If your infant is having difficulty feeding because of a stuffy nose, nasal drops may help to clear his nose. You can buy nasal sline drops from your pharmacy. Use the drops for each nostril 15 minutes before a feed.
A vapor rub may assist your infant to breathe more easily. You can buy one from your any pharmacy as they are easily available. Apply vapor rub to his chest and back. Don’t put it on his noses as it could reduce his breathing.
Steam breathing may be also helpful to loosen your baby’s obstructed airways and soothe his cough. Try resting in a steamy bathroom for a few minutes while holding your baby and the shower on. But don’t take your infant too close to hot, steamy water, as it may char him. Change him into dry clothes afterward.
If your baby has a obstructed nose without any other indications, check that he doesn’t have anything stuck in his nostrils. Even infants are capable of inserting things up there.
Don’t give your baby any an over-the-counter cough and cold relive medicines. They should not be given to kids under six as of the risk there is a risk of side-effects.
When do I need to take my baby to the doctor?
If your infant is under three months, take him to the doctor at the first symptom of sickness appears.
For kids over three months, you may want to take him to the doctor to verify that it is a common cold.
Also, you need to take your baby for a doctor’s visit if
- his temperature climbs above 38 degrees C if he is under three months,
- his cold hasn’t improved after five days
- and above 39 degrees C if he is under six months
- he has a cough that won’t go away
- he is having trouble breathing
- he is coughing up yellow, green or brown mucus, or it’s flowing from his nose
- he is rubbing his ears and seems irritated.
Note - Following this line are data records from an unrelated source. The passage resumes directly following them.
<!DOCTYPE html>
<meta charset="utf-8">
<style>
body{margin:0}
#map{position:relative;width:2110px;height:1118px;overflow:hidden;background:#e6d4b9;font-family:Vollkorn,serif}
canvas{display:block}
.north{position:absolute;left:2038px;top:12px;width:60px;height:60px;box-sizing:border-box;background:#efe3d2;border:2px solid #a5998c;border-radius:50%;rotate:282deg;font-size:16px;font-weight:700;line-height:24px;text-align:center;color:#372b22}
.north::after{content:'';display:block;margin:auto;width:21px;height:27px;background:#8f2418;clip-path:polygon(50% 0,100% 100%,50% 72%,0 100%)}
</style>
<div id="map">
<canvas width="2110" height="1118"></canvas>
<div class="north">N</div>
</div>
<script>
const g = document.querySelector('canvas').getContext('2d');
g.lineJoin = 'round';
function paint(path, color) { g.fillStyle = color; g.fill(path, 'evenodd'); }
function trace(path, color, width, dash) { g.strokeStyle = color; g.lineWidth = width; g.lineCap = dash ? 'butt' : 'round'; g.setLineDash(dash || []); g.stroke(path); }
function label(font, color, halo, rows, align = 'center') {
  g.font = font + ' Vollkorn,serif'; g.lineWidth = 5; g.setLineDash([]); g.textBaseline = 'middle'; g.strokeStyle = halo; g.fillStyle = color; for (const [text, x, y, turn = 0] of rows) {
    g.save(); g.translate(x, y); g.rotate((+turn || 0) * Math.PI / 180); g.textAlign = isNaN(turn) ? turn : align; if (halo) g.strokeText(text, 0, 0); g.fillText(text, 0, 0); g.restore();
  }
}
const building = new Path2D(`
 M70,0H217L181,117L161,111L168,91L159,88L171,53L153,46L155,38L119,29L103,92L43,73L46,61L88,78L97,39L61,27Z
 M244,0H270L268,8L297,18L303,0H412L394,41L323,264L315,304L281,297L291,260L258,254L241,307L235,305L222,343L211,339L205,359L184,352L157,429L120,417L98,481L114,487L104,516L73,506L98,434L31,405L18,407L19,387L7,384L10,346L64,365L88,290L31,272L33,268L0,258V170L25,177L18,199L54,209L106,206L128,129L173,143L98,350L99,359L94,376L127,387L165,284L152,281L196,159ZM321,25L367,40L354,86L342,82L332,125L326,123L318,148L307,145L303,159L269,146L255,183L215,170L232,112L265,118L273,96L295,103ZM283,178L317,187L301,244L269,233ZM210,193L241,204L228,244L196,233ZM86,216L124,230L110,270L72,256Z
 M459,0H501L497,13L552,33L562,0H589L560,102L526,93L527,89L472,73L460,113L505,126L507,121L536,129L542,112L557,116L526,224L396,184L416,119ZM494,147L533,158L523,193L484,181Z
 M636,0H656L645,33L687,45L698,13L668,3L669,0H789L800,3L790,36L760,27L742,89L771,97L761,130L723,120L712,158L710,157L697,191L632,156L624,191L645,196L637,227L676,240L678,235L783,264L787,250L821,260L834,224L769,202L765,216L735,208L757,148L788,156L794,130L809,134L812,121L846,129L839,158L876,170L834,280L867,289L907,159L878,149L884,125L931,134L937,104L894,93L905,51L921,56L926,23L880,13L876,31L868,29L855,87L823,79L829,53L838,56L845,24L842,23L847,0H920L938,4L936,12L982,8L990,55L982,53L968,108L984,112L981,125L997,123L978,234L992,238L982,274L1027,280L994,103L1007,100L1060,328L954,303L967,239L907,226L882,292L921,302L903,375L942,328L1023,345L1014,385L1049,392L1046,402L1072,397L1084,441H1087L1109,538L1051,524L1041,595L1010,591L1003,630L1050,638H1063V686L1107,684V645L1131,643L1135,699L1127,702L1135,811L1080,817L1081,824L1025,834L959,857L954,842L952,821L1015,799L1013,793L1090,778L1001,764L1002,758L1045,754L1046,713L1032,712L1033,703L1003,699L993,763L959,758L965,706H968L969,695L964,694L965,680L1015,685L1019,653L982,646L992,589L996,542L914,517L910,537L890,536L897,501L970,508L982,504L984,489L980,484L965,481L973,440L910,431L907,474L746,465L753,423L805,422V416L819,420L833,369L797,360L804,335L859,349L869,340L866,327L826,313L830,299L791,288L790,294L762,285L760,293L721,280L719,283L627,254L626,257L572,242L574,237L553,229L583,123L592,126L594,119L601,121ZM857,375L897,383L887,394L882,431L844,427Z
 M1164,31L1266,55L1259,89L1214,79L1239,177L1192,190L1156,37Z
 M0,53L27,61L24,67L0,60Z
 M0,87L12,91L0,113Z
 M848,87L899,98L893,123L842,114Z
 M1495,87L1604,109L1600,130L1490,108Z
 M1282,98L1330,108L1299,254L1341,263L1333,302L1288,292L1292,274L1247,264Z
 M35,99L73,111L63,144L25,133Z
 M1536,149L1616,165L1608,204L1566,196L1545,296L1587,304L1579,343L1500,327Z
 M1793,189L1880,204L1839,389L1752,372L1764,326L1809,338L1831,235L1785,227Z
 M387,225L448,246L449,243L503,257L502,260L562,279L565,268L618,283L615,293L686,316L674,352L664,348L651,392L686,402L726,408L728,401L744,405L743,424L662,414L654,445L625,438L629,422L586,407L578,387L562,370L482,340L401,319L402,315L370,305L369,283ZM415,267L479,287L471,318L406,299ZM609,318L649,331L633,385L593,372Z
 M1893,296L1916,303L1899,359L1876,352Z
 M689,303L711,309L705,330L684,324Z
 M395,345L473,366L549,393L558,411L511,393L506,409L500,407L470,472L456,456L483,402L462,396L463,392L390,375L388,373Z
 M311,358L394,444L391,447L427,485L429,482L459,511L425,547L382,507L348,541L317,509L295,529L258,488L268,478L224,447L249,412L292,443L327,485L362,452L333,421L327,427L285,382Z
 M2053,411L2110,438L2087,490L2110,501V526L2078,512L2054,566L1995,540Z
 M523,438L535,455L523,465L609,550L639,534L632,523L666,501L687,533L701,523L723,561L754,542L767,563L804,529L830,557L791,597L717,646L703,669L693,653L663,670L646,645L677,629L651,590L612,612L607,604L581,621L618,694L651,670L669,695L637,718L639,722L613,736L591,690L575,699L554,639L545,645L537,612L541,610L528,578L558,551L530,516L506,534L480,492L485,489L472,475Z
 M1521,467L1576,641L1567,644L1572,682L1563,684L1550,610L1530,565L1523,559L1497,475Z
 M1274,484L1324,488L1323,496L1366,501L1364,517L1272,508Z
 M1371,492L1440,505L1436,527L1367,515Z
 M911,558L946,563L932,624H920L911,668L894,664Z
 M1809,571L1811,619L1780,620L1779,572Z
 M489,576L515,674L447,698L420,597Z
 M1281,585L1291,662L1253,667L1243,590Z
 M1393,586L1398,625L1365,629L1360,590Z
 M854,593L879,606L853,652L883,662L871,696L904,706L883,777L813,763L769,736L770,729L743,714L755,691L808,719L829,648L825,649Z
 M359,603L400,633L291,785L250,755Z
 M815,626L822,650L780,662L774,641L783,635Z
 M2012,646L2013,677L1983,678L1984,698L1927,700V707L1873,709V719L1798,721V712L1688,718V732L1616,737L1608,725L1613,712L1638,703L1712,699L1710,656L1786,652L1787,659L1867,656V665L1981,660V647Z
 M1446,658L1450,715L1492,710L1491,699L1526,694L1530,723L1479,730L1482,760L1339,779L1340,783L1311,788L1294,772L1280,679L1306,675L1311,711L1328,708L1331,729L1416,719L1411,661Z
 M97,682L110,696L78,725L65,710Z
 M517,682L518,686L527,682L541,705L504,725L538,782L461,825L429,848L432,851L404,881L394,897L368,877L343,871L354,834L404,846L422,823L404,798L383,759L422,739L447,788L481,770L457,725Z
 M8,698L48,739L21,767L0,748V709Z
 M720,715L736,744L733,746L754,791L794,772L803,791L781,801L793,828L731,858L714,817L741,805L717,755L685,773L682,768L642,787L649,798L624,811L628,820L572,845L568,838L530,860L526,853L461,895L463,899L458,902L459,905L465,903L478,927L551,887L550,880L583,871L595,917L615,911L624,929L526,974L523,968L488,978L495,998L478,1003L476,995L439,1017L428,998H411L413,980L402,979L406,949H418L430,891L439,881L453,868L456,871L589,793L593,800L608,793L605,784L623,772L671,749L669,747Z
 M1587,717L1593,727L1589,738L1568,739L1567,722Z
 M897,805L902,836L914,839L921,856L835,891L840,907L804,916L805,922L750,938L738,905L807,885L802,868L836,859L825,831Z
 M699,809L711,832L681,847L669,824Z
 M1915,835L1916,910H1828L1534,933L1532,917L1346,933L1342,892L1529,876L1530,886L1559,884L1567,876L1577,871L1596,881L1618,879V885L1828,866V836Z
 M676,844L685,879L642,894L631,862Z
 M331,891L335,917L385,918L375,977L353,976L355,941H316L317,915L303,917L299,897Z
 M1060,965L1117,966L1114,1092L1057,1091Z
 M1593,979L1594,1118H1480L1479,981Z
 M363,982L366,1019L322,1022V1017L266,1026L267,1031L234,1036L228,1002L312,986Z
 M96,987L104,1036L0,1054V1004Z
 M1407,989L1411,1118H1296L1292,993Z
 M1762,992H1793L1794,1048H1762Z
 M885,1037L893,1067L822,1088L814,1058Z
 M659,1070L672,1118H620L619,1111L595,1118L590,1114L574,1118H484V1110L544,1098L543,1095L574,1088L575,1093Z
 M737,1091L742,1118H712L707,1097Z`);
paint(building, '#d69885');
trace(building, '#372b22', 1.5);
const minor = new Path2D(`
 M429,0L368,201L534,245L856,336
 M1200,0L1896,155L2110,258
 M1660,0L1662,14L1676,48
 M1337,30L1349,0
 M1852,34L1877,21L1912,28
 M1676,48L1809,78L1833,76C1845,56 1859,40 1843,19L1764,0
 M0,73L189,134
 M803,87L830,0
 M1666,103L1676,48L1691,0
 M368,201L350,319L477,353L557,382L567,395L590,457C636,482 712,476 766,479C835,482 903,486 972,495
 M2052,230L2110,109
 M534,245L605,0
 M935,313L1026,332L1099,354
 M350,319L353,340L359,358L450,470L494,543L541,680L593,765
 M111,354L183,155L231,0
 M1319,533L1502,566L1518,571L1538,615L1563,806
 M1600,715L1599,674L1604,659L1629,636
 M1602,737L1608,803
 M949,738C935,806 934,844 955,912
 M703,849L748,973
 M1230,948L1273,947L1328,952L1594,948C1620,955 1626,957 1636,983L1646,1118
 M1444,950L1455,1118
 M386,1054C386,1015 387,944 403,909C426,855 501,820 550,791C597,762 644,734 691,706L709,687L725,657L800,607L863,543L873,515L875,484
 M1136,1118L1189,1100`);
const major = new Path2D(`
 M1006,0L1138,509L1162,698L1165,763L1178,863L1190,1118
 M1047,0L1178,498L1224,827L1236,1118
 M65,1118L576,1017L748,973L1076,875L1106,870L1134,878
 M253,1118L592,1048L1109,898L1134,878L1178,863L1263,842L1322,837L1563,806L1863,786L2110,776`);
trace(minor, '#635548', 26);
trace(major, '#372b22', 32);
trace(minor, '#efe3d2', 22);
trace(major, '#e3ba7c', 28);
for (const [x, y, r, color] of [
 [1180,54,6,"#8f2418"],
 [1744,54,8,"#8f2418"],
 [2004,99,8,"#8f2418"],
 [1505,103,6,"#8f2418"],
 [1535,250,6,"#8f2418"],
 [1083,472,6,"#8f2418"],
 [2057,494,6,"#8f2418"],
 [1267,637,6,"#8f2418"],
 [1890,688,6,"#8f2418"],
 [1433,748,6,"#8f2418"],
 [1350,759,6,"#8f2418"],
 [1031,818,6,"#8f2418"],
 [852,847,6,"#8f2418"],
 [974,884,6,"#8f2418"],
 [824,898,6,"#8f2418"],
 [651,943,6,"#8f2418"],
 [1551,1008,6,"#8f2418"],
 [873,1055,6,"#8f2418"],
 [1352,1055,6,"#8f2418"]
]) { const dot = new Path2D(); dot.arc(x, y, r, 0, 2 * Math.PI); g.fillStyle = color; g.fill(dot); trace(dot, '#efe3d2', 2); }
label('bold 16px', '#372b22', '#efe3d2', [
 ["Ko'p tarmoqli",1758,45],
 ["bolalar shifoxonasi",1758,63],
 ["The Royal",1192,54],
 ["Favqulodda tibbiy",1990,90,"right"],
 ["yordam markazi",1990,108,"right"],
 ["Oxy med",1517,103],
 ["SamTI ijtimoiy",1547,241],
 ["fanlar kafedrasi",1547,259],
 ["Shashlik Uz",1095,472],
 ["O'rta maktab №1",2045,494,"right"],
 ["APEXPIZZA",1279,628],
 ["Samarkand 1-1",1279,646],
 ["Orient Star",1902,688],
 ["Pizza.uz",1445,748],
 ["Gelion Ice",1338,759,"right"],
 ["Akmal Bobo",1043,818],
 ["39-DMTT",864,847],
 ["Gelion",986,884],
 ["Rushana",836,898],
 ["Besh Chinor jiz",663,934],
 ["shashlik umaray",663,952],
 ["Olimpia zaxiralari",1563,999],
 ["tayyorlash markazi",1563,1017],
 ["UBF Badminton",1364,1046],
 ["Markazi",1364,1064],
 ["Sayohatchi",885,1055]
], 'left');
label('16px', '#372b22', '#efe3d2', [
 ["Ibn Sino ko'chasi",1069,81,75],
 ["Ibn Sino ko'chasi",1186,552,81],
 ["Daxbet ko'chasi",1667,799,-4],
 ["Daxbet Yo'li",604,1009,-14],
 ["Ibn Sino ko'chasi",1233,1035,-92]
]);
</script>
This could signal an ear infection
Can I help stop my baby from having colds?
Yes, off course and breastfeeding is one of the strong measures to protect your infant’s health. It passes your immunizers, elements in your blood that fight diseases, to your infant. This isn’t a dependable way to shield your infant’s health but breastfed infants are better at repelling off colds and other diseases.
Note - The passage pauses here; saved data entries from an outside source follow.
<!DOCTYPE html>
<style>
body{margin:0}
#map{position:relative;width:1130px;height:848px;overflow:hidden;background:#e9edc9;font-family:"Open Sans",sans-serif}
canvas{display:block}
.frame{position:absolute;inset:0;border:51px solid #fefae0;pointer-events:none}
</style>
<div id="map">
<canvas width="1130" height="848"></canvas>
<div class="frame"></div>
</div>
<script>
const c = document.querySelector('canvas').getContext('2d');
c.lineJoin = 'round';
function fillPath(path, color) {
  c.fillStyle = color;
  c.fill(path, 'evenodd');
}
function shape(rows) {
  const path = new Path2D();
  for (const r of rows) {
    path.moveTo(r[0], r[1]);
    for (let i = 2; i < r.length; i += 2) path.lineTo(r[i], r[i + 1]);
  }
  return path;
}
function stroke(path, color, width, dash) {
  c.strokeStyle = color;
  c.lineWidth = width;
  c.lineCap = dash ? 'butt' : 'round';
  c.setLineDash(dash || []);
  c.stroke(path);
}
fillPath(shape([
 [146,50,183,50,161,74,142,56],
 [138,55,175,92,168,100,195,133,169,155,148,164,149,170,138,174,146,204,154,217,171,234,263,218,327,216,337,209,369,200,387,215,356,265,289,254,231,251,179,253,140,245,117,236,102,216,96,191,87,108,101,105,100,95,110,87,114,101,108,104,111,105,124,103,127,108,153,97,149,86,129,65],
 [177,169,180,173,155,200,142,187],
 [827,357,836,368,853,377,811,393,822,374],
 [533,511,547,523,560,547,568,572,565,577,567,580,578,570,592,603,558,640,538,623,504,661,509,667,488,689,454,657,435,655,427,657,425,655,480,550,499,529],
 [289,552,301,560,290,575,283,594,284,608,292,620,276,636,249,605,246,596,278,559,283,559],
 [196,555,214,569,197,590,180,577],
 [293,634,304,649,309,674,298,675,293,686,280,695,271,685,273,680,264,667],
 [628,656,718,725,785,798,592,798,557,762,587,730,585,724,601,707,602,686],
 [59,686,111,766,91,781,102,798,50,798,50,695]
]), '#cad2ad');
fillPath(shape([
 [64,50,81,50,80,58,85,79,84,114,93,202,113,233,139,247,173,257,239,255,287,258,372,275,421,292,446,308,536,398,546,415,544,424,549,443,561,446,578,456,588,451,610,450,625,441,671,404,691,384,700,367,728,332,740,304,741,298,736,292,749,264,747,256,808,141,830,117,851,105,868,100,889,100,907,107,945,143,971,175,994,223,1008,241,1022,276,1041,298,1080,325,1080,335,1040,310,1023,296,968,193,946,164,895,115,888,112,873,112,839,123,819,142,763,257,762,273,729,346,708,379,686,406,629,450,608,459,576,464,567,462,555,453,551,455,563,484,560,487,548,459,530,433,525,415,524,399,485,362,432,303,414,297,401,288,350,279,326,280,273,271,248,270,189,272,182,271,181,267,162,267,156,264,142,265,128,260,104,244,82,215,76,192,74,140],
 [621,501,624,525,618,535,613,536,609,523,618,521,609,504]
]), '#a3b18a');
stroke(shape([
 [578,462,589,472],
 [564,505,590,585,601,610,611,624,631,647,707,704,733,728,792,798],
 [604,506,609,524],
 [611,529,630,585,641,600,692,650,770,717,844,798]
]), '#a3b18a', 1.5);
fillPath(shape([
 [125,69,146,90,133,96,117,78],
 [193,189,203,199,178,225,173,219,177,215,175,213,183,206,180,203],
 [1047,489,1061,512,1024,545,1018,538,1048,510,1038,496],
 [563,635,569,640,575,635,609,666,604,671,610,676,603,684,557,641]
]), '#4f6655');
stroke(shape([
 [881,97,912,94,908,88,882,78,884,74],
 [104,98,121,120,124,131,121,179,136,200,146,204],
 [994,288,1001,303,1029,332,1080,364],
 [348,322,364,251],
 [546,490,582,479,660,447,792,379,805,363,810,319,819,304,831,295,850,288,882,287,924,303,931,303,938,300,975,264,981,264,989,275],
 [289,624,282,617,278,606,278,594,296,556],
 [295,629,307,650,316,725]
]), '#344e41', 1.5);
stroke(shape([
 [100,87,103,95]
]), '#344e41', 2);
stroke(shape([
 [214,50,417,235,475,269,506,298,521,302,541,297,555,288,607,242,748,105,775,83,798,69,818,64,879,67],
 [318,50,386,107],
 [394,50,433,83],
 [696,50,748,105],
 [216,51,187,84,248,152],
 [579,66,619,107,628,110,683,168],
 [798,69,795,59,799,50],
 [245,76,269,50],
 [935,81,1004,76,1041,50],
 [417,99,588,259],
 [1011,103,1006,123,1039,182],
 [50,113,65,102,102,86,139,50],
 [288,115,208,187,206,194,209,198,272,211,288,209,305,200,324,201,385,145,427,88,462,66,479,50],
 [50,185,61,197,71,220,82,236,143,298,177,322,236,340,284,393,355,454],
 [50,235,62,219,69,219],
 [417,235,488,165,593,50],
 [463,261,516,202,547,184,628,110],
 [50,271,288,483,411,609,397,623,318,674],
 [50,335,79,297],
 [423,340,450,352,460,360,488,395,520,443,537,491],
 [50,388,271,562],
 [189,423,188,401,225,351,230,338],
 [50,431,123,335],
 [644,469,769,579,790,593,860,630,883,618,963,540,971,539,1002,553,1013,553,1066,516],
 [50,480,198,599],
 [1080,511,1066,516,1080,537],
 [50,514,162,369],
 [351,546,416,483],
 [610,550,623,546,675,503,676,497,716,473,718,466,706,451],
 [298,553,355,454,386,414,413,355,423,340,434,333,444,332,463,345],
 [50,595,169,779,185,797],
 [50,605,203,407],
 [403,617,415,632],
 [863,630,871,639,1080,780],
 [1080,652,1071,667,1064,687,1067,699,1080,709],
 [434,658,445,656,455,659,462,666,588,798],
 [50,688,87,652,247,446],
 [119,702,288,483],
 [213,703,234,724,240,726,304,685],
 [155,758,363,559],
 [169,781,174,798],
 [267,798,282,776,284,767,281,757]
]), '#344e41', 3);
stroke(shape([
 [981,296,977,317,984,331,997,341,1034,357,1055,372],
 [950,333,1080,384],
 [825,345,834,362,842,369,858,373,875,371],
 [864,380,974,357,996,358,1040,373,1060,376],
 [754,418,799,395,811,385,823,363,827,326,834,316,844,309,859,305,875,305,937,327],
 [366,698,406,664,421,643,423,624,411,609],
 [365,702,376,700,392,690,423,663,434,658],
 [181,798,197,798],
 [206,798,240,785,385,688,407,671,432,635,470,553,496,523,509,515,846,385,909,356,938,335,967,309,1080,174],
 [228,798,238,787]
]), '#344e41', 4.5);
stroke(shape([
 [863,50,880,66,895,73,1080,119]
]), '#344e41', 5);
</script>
You can also protect your infant by keeping him away from anybody with a cold or a cough. Or at least ask them to wash their hands properly before holding your baby.
If you or your partner smokes you need to give it up, and don’t take your infant to areas where individuals are smoking. Infants who live with smokers usually get cold more easily, and their colds last longer than other infants who aren’t exposed to smoke.